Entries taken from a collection
● ● ● ● ●
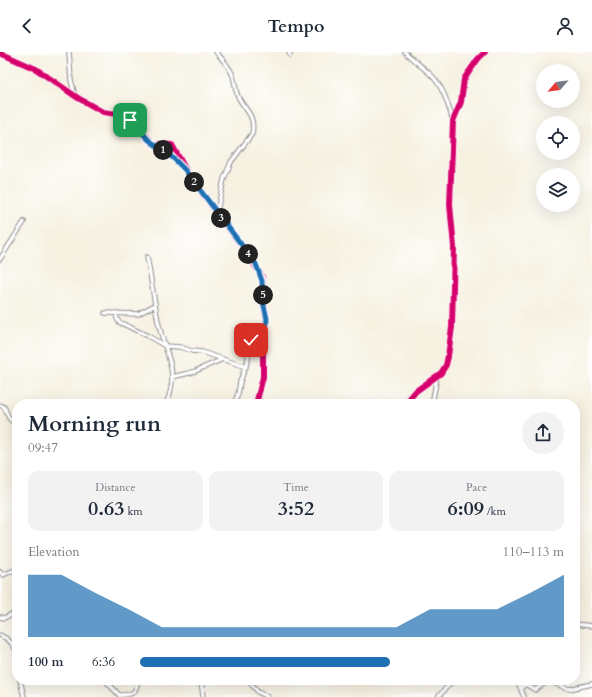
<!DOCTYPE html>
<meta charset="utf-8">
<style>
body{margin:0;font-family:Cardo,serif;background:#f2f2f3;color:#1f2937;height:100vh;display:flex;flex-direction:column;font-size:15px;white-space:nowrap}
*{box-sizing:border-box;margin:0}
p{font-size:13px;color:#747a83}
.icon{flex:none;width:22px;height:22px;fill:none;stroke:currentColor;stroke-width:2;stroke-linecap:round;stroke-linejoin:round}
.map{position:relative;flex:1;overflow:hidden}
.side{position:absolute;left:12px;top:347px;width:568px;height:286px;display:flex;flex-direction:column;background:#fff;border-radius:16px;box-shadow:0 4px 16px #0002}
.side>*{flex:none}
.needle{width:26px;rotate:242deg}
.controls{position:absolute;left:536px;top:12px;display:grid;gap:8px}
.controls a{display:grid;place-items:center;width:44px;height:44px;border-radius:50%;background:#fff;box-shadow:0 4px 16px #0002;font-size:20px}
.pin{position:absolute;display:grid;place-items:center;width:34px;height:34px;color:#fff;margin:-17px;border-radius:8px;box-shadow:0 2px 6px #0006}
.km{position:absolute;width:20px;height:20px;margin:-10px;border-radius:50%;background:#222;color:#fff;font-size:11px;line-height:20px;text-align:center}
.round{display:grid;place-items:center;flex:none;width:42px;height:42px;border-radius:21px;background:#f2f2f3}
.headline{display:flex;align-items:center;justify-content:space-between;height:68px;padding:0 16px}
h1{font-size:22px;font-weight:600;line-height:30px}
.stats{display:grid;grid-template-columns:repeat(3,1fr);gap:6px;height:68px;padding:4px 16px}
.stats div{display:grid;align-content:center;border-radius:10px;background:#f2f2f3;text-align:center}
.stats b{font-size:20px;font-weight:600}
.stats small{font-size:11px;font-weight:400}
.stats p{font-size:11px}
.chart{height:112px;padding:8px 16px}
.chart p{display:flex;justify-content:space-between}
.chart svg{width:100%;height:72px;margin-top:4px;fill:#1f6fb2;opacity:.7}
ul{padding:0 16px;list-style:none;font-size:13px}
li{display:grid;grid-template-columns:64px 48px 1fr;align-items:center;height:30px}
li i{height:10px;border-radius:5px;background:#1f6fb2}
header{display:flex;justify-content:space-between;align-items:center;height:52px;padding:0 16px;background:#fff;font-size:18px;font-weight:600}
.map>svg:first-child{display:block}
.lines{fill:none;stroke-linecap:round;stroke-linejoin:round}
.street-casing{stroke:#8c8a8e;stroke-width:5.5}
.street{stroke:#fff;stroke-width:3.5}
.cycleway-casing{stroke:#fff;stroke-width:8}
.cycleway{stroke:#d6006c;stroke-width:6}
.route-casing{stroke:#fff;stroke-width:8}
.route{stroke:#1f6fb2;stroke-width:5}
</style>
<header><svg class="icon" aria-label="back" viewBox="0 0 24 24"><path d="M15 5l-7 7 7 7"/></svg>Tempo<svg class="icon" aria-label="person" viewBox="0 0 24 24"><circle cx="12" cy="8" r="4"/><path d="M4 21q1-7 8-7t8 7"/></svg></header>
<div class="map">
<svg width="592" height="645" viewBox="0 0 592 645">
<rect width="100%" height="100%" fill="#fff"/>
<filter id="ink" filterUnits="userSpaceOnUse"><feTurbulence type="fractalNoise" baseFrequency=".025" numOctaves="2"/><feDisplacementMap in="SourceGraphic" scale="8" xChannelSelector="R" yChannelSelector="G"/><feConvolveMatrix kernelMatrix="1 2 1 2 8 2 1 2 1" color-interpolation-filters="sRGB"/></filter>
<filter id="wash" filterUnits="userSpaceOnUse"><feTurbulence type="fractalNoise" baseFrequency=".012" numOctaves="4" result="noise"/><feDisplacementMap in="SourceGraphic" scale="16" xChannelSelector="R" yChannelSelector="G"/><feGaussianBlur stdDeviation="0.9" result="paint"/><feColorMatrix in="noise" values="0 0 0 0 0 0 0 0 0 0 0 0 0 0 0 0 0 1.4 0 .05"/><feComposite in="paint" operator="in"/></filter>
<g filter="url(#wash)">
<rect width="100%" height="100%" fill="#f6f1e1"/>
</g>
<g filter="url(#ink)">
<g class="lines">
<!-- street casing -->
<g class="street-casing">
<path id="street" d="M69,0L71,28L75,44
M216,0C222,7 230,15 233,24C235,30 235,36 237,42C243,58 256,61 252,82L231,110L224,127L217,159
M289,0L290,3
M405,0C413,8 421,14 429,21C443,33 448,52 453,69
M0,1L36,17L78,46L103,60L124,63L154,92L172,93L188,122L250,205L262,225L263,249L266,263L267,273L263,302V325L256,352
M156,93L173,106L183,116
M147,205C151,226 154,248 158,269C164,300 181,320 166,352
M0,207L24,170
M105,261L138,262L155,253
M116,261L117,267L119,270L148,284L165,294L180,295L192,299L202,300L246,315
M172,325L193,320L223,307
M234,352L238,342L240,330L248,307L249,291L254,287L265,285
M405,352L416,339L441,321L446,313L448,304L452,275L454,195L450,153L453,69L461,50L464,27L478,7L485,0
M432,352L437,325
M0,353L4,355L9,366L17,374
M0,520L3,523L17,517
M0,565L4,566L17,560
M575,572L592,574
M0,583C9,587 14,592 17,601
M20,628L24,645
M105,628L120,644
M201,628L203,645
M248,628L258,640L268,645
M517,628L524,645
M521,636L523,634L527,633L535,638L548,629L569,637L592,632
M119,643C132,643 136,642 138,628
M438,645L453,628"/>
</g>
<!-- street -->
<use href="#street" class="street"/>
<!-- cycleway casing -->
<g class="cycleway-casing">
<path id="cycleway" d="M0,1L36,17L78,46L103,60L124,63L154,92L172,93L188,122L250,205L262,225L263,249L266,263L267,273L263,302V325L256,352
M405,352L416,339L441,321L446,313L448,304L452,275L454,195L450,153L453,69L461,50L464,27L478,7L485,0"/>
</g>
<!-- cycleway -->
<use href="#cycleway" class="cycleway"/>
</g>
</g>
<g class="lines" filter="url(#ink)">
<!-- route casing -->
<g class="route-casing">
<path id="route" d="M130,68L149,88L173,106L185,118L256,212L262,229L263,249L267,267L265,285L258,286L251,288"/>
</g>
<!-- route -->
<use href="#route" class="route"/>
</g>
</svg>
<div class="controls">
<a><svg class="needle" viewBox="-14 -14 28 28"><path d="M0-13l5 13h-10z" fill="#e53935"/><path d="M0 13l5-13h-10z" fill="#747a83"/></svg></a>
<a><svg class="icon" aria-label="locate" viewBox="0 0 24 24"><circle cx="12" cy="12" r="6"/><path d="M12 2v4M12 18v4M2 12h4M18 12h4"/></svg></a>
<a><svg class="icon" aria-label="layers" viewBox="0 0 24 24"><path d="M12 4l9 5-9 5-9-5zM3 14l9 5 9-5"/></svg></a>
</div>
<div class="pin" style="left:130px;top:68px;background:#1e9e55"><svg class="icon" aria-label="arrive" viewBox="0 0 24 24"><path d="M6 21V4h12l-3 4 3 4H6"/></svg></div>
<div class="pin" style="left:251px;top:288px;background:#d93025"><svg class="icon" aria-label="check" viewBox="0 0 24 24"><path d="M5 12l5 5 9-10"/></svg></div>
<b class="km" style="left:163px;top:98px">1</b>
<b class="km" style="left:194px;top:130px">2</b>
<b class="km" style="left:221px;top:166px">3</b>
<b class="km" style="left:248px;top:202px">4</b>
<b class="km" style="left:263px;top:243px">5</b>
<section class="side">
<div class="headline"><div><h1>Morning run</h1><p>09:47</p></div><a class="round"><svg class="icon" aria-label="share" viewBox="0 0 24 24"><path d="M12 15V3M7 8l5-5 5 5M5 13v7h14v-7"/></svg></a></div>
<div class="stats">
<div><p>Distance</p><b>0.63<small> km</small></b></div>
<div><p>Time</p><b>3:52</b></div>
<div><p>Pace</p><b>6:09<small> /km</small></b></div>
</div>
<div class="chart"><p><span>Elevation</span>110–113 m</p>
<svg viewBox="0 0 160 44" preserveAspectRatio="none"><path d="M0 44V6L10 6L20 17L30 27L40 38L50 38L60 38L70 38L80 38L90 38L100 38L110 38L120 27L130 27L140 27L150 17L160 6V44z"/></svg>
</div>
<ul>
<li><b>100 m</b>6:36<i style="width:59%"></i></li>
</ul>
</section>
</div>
● ● ● ● ●
Directions:
Going through the records above, state how many lines carry "position", with no other text.

Finished exercise:
5